“Expanding the Limits of Private Portraiture in Roman Macedonia: The Sebasteion at Kalindoia in Context”
Lindsey Mazurek, Indiana University, Bloomington
This paper explores the expanding functions of private portraiture in Roman Macedonia, focusing on questions of agency, religion, and space. Previous studies of Greek portraiture in Hellenistic and Roman Greece, particularly the work of scholars like John Ma (2013), Guillaume Biard (2017), R.R.R. Smith (1998), and Sheila Dillon (2006), see portraits as part of political and urban developments, placing them within the economy of euergetism that drove the development of post-classical cities. Portrait sculptures, they argue, could represent individuals, preserve memory, and complete transactions between humans and/or gods. But many examples, particularly from Roman Macedonia, complicate that picture. Seemingly wayward images like Theagenes’ portrait from the agora of Thasos (described in Pausanias) exceed these limits, performing previously unrecognized religious and social functions.
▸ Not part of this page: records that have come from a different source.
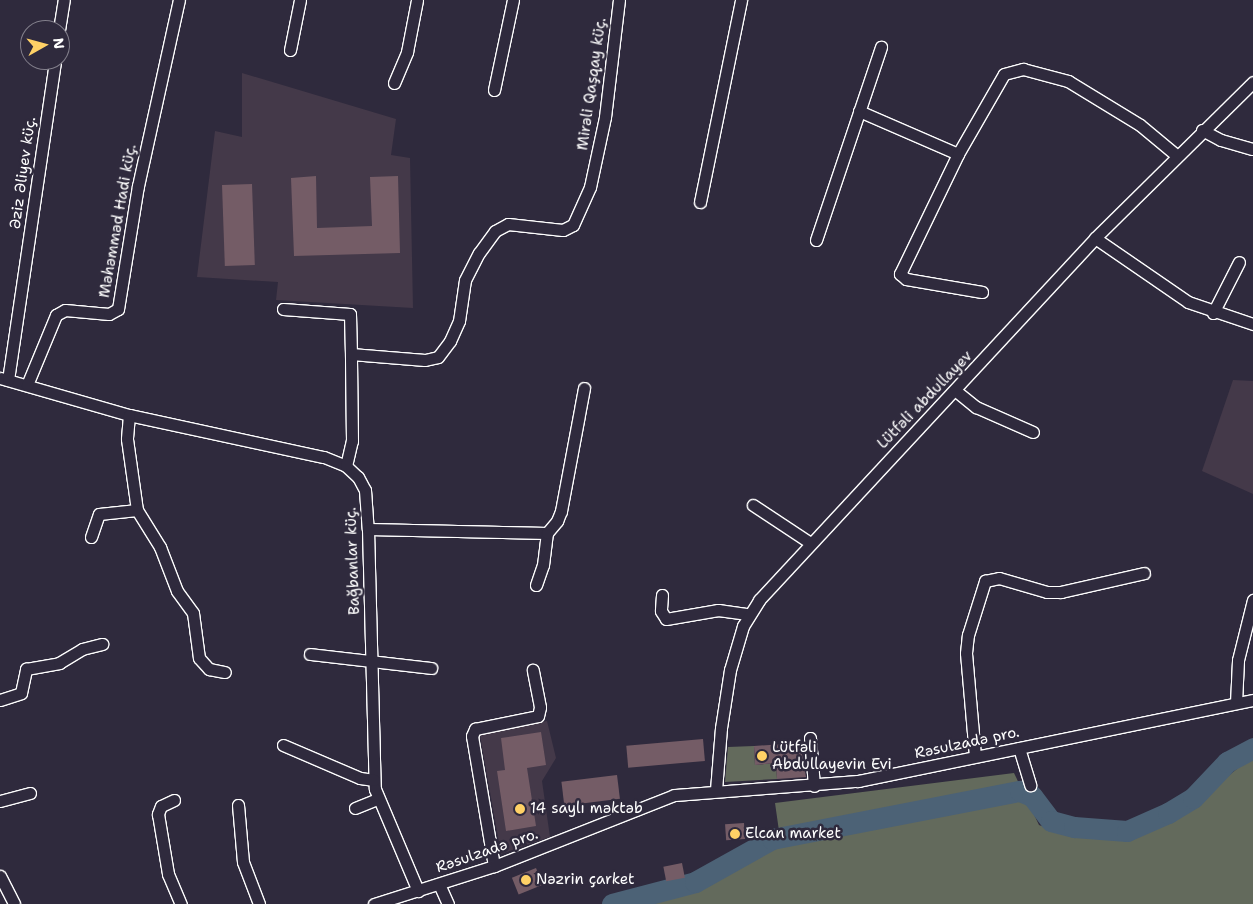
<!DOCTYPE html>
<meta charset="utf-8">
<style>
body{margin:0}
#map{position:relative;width:1253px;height:904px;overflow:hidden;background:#2f2a3d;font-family:"Shantell Sans",sans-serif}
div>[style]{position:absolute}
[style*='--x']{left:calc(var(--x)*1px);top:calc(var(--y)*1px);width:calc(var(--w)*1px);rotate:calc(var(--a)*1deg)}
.built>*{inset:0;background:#443949}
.green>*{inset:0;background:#636a5c}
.river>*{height:21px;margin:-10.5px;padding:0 10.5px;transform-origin:10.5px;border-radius:10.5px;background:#4c6276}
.building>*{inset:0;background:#745c66;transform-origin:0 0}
.roads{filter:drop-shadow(1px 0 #fff) drop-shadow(-1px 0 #fff) drop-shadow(0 1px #fff) drop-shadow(0 -1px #fff)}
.minor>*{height:11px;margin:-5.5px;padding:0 5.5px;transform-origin:5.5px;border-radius:5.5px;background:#2f2a3d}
.dots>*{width:14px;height:14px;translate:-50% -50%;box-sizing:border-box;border:2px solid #2f2a3d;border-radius:50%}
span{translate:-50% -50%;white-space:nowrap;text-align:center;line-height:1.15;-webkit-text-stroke:5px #2f2a3d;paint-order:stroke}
.street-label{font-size:15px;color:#fff}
.poi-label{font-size:15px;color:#fff}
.left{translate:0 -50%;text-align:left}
.north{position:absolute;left:20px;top:20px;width:50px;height:50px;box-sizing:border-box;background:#2f2a3d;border:1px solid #827f8b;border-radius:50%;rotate:83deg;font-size:14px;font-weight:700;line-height:20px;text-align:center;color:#fff}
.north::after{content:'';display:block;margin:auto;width:18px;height:22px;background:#ffd166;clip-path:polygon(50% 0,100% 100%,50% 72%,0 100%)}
</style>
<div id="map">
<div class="built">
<i style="clip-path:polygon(242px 73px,396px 119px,391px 155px,410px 158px,413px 308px,276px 300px,278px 282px,197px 277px,215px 131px,242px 137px)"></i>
<i style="clip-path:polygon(1233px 380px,1253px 381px,1253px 494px,1202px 471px)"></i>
<i style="clip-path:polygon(547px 721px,556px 758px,542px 781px,550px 837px,501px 854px,480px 735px)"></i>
</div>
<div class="green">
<i style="clip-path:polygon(754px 746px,755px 765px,776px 763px,777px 779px,725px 782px,728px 747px)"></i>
<i style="clip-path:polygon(1250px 758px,1253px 758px,1253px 904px,651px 904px,697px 892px,781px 845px,775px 803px,1014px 773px,1039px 825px,1059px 833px,1126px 840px,1184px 813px)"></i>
</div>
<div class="river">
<i style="--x:612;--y:904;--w:86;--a:-14.8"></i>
<i style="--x:695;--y:882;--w:88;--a:-29.2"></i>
<i style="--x:772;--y:839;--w:253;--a:-11"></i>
<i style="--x:1020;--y:791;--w:13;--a:23"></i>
<i style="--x:1032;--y:796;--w:31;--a:53"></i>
<i style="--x:1051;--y:821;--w:24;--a:15"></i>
<i style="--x:1074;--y:827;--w:53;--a:4.3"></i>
<i style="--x:1127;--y:831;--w:45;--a:-23.7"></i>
<i style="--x:1168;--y:813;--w:29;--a:-31"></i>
<i style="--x:1193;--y:798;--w:50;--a:-46.6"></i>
<i style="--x:1227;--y:762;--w:30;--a:-28"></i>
</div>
<div class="building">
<i style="clip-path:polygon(316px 176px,317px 228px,372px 226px,370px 177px,398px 176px,400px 253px,294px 256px,291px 178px)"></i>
<i style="left:252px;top:184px;width:81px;height:30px;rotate:88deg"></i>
<i style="clip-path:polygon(541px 732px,546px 765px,527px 768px,536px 826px,506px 831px,497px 771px,505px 770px,501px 738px)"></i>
<i style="left:703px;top:739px;width:22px;height:77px;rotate:85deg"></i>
<i style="clip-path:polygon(800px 743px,806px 777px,777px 779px,776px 763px,755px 765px,754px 746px)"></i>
<i style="left:617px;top:775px;width:24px;height:56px;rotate:83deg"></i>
<i style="left:744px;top:823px;width:16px;height:19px;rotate:86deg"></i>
<i style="left:682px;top:863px;width:15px;height:19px;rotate:79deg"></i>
<i style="left:536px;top:868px;width:18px;height:26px;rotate:68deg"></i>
</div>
<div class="roads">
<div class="minor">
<i style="--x:59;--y:30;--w:30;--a:-81"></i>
<i style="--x:290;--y:50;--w:51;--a:-78.7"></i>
<i style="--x:394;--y:83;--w:34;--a:-67"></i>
<i style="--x:407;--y:52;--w:53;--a:-79.1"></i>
<i style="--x:494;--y:90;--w:92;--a:-78.1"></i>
<i style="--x:859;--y:111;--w:108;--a:23.5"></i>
<i style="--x:1202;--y:130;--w:21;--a:28"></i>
<i style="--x:1221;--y:140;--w:33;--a:16"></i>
<i style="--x:700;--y:202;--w:206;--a:-78.5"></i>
<i style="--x:1095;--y:238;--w:113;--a:34.5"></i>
<i style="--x:1188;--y:302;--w:69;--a:18.7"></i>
<i style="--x:816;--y:240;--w:204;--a:-71.4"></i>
<i style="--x:982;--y:292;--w:77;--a:-170.3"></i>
<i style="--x:906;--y:279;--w:8;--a:-140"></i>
<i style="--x:900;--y:274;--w:133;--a:-64.2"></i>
<i style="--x:958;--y:154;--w:92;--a:-60.1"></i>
<i style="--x:1004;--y:74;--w:20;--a:-15"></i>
<i style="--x:1023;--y:69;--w:47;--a:14.9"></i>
<i style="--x:1068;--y:81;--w:84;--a:31.4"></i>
<i style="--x:1140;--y:125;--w:47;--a:39.8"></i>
<i style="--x:283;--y:309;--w:67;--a:4.3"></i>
<i style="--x:350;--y:314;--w:40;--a:88.6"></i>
<i style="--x:1213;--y:313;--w:57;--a:-63"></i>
<i style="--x:0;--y:378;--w:134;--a:16"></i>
<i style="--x:129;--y:415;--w:199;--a:12.2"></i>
<i style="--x:324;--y:457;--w:24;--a:22"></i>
<i style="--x:346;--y:466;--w:16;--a:43"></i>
<i style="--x:358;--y:477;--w:15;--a:62"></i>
<i style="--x:365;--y:490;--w:39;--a:86"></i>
<i style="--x:368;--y:529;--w:260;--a:88.5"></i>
<i style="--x:375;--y:789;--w:111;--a:67.1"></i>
<i style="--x:8;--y:380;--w:323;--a:-81.6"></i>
<i style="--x:27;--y:385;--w:76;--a:-67.5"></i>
<i style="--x:56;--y:315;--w:10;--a:-29"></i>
<i style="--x:65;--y:310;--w:44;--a:5.2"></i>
<i style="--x:109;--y:314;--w:10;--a:-29"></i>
<i style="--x:118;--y:309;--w:125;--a:-80.8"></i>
<i style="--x:138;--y:186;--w:190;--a:-77.6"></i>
<i style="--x:956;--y:391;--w:26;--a:39"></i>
<i style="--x:976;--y:407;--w:62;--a:23.7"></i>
<i style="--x:129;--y:415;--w:24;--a:95"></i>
<i style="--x:127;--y:439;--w:72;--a:82"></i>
<i style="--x:137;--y:510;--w:44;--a:58.1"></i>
<i style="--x:160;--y:547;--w:47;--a:68.9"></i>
<i style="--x:177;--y:591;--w:27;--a:54"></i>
<i style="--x:193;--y:613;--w:45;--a:82.4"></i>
<i style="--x:199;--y:658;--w:15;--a:48"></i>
<i style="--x:209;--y:669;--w:16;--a:11"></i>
<i style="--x:346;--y:466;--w:26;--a:-77"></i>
<i style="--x:352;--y:441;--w:87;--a:-90.7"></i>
<i style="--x:351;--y:354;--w:74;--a:4.6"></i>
<i style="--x:425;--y:360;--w:13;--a:-13"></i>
<i style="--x:438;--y:357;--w:20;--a:-53"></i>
<i style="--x:450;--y:341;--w:22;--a:-66"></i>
<i style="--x:459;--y:321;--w:41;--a:-81.7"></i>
<i style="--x:465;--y:280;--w:30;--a:-63"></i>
<i style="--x:479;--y:253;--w:27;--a:-54"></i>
<i style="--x:495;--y:231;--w:15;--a:-28"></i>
<i style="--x:508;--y:224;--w:55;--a:6.2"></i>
<i style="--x:563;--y:230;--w:11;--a:-27"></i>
<i style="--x:573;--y:225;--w:42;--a:-65.9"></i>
<i style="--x:590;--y:187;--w:72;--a:-77.9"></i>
<i style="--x:605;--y:117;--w:118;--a:-83.2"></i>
<i style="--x:753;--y:505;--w:67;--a:33.5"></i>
<i style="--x:368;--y:529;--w:179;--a:1.3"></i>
<i style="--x:91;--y:537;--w:24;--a:-71"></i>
<i style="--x:99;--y:514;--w:38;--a:-6"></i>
<i style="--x:536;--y:585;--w:21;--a:-71"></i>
<i style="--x:543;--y:565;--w:32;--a:-83"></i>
<i style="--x:547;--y:533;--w:16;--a:-50"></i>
<i style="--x:557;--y:521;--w:11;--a:-68"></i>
<i style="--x:561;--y:511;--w:125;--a:-79.4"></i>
<i style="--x:662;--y:595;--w:16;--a:94"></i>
<i style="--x:661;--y:611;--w:9;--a:58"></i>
<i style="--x:666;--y:619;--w:53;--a:-9.8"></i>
<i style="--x:718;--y:610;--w:30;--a:8"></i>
<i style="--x:310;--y:654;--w:122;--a:6.6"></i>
<i style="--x:0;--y:700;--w:22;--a:-18"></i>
<i style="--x:21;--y:693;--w:25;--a:-78"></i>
<i style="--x:26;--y:669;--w:34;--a:-10"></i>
<i style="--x:59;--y:663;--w:27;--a:-31"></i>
<i style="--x:82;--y:649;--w:21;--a:-14"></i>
<i style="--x:1236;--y:703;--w:43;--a:-87.3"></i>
<i style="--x:1238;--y:660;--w:62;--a:-76"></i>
<i style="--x:810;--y:738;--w:48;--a:85.2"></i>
<i style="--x:283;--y:745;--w:84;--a:23.2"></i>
<i style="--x:360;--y:778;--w:14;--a:8"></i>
<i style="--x:1019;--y:748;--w:39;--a:73"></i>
<i style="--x:975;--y:756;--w:103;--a:-95"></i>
<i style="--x:966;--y:653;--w:18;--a:-84"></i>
<i style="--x:968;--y:635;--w:57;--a:-72.5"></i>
<i style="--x:985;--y:581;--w:14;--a:-12"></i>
<i style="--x:999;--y:578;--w:50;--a:16.3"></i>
<i style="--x:1047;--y:592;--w:14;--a:0"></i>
<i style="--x:1061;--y:592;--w:85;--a:-12.9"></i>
<i style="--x:716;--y:790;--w:62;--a:-85.4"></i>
<i style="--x:721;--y:728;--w:59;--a:-81.2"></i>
<i style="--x:730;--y:670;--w:46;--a:-73.5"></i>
<i style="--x:743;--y:626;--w:31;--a:-58"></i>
<i style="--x:759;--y:600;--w:494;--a:-47.1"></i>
<i style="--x:1095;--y:238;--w:222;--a:-44.6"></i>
<i style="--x:174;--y:800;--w:14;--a:155"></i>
<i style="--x:161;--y:806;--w:9;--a:111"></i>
<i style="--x:158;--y:814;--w:61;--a:80.5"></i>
<i style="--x:168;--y:874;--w:33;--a:67"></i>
<i style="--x:0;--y:801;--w:31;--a:-15"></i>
<i style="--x:238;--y:805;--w:57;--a:85"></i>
<i style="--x:243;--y:862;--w:45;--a:69.1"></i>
<i style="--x:355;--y:808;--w:24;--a:-22"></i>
<i style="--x:494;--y:866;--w:132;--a:-99.6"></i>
<i style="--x:472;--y:736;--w:8;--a:-67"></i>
<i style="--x:475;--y:729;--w:64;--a:-11.7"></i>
<i style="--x:538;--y:716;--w:9;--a:-77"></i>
<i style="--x:540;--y:707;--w:38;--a:-101"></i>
<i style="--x:0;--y:876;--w:31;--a:63"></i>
<i style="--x:439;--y:884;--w:22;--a:66"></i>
<i style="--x:374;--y:904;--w:126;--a:-17.6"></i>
<i style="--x:494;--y:866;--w:193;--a:-21.5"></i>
<i style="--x:674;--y:795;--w:185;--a:-4.4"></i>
<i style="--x:858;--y:781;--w:403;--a:-11.6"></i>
</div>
</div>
<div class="dots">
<i style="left:762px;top:756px;background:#ffd166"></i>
<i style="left:520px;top:809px;background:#ffd166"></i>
<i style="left:735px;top:834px;background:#ffd166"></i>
<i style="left:526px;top:880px;background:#ffd166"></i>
</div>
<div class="street-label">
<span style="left:592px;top:84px;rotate:-82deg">Mirəli Qaşqay küç.</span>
<span style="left:23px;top:173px;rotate:-82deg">Əziz Əliyev küç.</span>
<span style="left:118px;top:221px;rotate:-80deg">Məhəmməd Hadi küç.</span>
<span style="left:925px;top:400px;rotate:-46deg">Lütfəli abdullayev</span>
<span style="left:353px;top:561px;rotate:-92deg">Bağbanlar küç.</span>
<span style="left:967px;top:743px;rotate:-12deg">Rəsulzadə pro.</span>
<span style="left:487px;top:851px;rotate:-19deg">Rəsulzadə pro.</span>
</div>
<div class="poi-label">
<span class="left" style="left:772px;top:756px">Lütfəli<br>Abdullayevin Evi</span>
<span class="left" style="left:530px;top:809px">14 saylı məktəb</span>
<span class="left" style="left:745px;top:834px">Elcan market</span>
<span class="left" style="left:536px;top:880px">Nəzrin çarket</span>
</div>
<div class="north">N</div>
</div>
In order to examine this problem more thoroughly, I take the portraiture display in the Sebasteion at Kalindoia as a case study. The site preserves a wealth of inscriptions and portrait statues set up between the 1st century BCE and 3rd century CE, including a family portrait group set up by a woman named Flavia Mysta. She created a novel display of family portraiture that seems to work beyond our existing understanding of what private portraiture can do. As part of a building renovation, Flavia Mysta set up a portrait of herself, her husband, and their daughter next to a statue of Augustus. The room’s layout imitated a neighboring shrine to the imperial cult, which would have given viewers a distinct impression of its locale as a sanctuary in which imperial shrine and family heroon had been merged. Private portraits here are operated as cult images, pushing us beyond the boundaries of the portrait’s work as prescribed in previous research.
Lindsey Mazurek
Indiana University, Bloomington
Lindsey Mazurek is Assistant Professor in the Department of Classical Studies at Indiana University, Bloomington. Her research focuses on questions of religion, object agency, connectivity, and imperialism in the Roman Empire. She is the author of Isis in a Global Empire: Greek Identity Through Egyptian Religion in Roman Greece (published with Cambridge University Press in 2022). Together with Cavan Concannon, she co-directs the Mediterranean Connectivity Initiative, a digital survey of connectivity across the Roman Mediterranean.